* **Assignment**: Write out the whole listing. Leave out nothing.

[Study material Boundary: Start]

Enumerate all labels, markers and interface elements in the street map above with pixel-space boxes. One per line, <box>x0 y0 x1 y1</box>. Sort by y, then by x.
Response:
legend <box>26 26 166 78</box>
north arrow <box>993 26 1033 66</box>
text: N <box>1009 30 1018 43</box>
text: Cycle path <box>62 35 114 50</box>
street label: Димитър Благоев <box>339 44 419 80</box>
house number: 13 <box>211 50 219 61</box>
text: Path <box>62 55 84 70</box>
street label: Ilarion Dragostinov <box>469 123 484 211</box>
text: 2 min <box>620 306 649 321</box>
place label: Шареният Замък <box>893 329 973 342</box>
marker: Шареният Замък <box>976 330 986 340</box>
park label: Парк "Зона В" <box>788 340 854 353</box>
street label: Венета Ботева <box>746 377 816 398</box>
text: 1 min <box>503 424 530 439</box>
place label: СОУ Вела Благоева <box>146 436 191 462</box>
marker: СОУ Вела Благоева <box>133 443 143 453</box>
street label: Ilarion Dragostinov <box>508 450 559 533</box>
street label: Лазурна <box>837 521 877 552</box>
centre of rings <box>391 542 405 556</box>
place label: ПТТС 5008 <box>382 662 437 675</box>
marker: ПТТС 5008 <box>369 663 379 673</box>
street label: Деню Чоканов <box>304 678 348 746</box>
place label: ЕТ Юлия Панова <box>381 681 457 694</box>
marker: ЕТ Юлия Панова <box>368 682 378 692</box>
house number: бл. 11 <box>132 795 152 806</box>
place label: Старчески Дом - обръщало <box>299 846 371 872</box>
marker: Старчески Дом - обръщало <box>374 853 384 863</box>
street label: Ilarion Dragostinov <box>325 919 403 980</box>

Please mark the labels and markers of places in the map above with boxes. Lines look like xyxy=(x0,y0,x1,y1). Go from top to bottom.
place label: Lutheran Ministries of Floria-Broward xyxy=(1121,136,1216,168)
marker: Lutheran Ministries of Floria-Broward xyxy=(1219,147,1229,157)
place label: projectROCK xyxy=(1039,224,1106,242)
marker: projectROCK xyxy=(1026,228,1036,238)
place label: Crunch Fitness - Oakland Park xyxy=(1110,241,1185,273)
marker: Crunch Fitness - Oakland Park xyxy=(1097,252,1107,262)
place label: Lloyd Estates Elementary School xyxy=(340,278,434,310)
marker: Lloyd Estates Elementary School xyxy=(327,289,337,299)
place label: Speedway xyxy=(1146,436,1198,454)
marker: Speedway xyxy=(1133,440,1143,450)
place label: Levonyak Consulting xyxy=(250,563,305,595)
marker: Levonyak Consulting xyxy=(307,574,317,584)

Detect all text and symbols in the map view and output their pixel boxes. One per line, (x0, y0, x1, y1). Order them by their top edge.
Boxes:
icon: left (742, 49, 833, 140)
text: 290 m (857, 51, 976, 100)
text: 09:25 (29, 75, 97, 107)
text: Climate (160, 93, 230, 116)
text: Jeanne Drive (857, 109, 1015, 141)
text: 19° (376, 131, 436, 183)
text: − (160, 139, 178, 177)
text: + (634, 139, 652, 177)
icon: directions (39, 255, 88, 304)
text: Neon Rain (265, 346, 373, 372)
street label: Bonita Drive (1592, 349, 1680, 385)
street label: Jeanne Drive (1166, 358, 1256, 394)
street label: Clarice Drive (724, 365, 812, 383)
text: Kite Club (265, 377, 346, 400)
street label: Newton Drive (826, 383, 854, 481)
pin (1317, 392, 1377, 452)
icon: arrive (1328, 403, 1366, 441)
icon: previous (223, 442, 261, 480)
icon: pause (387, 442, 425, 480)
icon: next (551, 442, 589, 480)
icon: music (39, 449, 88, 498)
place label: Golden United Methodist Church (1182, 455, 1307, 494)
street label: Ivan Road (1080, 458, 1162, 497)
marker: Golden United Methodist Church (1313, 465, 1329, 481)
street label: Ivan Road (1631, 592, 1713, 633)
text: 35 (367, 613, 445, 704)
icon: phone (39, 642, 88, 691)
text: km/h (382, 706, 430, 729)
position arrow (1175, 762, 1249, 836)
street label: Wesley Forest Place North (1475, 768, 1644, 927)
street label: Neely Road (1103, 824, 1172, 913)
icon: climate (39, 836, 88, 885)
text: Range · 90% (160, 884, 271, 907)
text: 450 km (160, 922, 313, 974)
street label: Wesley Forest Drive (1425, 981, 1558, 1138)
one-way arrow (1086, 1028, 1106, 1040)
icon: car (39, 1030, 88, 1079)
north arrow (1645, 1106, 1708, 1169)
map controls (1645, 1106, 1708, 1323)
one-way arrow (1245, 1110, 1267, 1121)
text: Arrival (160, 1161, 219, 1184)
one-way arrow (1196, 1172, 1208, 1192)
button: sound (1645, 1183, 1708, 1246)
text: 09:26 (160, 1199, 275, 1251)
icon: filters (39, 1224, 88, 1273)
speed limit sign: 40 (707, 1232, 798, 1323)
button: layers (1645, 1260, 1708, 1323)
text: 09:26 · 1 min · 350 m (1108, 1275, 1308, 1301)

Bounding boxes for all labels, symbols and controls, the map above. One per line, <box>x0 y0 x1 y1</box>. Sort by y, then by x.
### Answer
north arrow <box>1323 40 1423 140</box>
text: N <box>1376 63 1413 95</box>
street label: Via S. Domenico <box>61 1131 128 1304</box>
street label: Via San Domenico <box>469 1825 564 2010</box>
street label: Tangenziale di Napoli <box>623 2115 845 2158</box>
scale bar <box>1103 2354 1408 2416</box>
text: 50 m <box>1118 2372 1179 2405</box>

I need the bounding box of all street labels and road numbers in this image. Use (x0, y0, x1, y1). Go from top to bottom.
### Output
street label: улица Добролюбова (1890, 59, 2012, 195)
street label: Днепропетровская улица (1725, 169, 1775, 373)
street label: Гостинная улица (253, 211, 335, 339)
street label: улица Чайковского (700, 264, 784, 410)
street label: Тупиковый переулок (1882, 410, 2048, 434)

[Study material Boundary: End]

* **Result for this task**:
Enumerate all labels, markers and interface elements in the street map above with pixel-space boxes. One per line, <box>x0 y0 x1 y1</box>. Sort by y, then by x.
Response:
legend <box>26 26 166 78</box>
north arrow <box>993 26 1033 66</box>
text: N <box>1009 30 1018 43</box>
text: Cycle path <box>62 35 114 50</box>
street label: Димитър Благоев <box>339 44 419 80</box>
house number: 13 <box>211 50 219 61</box>
text: Path <box>62 55 84 70</box>
street label: Ilarion Dragostinov <box>469 123 484 211</box>
text: 2 min <box>620 306 649 321</box>
place label: Шареният Замък <box>893 329 973 342</box>
marker: Шареният Замък <box>976 330 986 340</box>
park label: Парк "Зона В" <box>788 340 854 353</box>
street label: Венета Ботева <box>746 377 816 398</box>
text: 1 min <box>503 424 530 439</box>
place label: СОУ Вела Благоева <box>146 436 191 462</box>
marker: СОУ Вела Благоева <box>133 443 143 453</box>
street label: Ilarion Dragostinov <box>508 450 559 533</box>
street label: Лазурна <box>837 521 877 552</box>
centre of rings <box>391 542 405 556</box>
place label: ПТТС 5008 <box>382 662 437 675</box>
marker: ПТТС 5008 <box>369 663 379 673</box>
street label: Деню Чоканов <box>304 678 348 746</box>
place label: ЕТ Юлия Панова <box>381 681 457 694</box>
marker: ЕТ Юлия Панова <box>368 682 378 692</box>
house number: бл. 11 <box>132 795 152 806</box>
place label: Старчески Дом - обръщало <box>299 846 371 872</box>
marker: Старчески Дом - обръщало <box>374 853 384 863</box>
street label: Ilarion Dragostinov <box>325 919 403 980</box>

Please mark the labels and markers of places in the map above with boxes. Lines look like xyxy=(x0,y0,x1,y1). Go from top to bottom.
place label: Lutheran Ministries of Floria-Broward xyxy=(1121,136,1216,168)
marker: Lutheran Ministries of Floria-Broward xyxy=(1219,147,1229,157)
place label: projectROCK xyxy=(1039,224,1106,242)
marker: projectROCK xyxy=(1026,228,1036,238)
place label: Crunch Fitness - Oakland Park xyxy=(1110,241,1185,273)
marker: Crunch Fitness - Oakland Park xyxy=(1097,252,1107,262)
place label: Lloyd Estates Elementary School xyxy=(340,278,434,310)
marker: Lloyd Estates Elementary School xyxy=(327,289,337,299)
place label: Speedway xyxy=(1146,436,1198,454)
marker: Speedway xyxy=(1133,440,1143,450)
place label: Levonyak Consulting xyxy=(250,563,305,595)
marker: Levonyak Consulting xyxy=(307,574,317,584)

Detect all text and symbols in the map view and output their pixel boxes. One per line, (x0, y0, x1, y1). Order them by their top edge.
Boxes:
icon: left (742, 49, 833, 140)
text: 290 m (857, 51, 976, 100)
text: 09:25 (29, 75, 97, 107)
text: Climate (160, 93, 230, 116)
text: Jeanne Drive (857, 109, 1015, 141)
text: 19° (376, 131, 436, 183)
text: − (160, 139, 178, 177)
text: + (634, 139, 652, 177)
icon: directions (39, 255, 88, 304)
text: Neon Rain (265, 346, 373, 372)
street label: Bonita Drive (1592, 349, 1680, 385)
street label: Jeanne Drive (1166, 358, 1256, 394)
street label: Clarice Drive (724, 365, 812, 383)
text: Kite Club (265, 377, 346, 400)
street label: Newton Drive (826, 383, 854, 481)
pin (1317, 392, 1377, 452)
icon: arrive (1328, 403, 1366, 441)
icon: previous (223, 442, 261, 480)
icon: pause (387, 442, 425, 480)
icon: next (551, 442, 589, 480)
icon: music (39, 449, 88, 498)
place label: Golden United Methodist Church (1182, 455, 1307, 494)
street label: Ivan Road (1080, 458, 1162, 497)
marker: Golden United Methodist Church (1313, 465, 1329, 481)
street label: Ivan Road (1631, 592, 1713, 633)
text: 35 (367, 613, 445, 704)
icon: phone (39, 642, 88, 691)
text: km/h (382, 706, 430, 729)
position arrow (1175, 762, 1249, 836)
street label: Wesley Forest Place North (1475, 768, 1644, 927)
street label: Neely Road (1103, 824, 1172, 913)
icon: climate (39, 836, 88, 885)
text: Range · 90% (160, 884, 271, 907)
text: 450 km (160, 922, 313, 974)
street label: Wesley Forest Drive (1425, 981, 1558, 1138)
one-way arrow (1086, 1028, 1106, 1040)
icon: car (39, 1030, 88, 1079)
north arrow (1645, 1106, 1708, 1169)
map controls (1645, 1106, 1708, 1323)
one-way arrow (1245, 1110, 1267, 1121)
text: Arrival (160, 1161, 219, 1184)
one-way arrow (1196, 1172, 1208, 1192)
button: sound (1645, 1183, 1708, 1246)
text: 09:26 (160, 1199, 275, 1251)
icon: filters (39, 1224, 88, 1273)
speed limit sign: 40 (707, 1232, 798, 1323)
button: layers (1645, 1260, 1708, 1323)
text: 09:26 · 1 min · 350 m (1108, 1275, 1308, 1301)

Bounding boxes for all labels, symbols and controls, the map above. One per line, <box>x0 y0 x1 y1</box>. Sort by y, then by x.
### Answer
north arrow <box>1323 40 1423 140</box>
text: N <box>1376 63 1413 95</box>
street label: Via S. Domenico <box>61 1131 128 1304</box>
street label: Via San Domenico <box>469 1825 564 2010</box>
street label: Tangenziale di Napoli <box>623 2115 845 2158</box>
scale bar <box>1103 2354 1408 2416</box>
text: 50 m <box>1118 2372 1179 2405</box>

I need the bounding box of all street labels and road numbers in this image. Use (x0, y0, x1, y1). Go from top to bottom.
### Output
street label: улица Добролюбова (1890, 59, 2012, 195)
street label: Днепропетровская улица (1725, 169, 1775, 373)
street label: Гостинная улица (253, 211, 335, 339)
street label: улица Чайковского (700, 264, 784, 410)
street label: Тупиковый переулок (1882, 410, 2048, 434)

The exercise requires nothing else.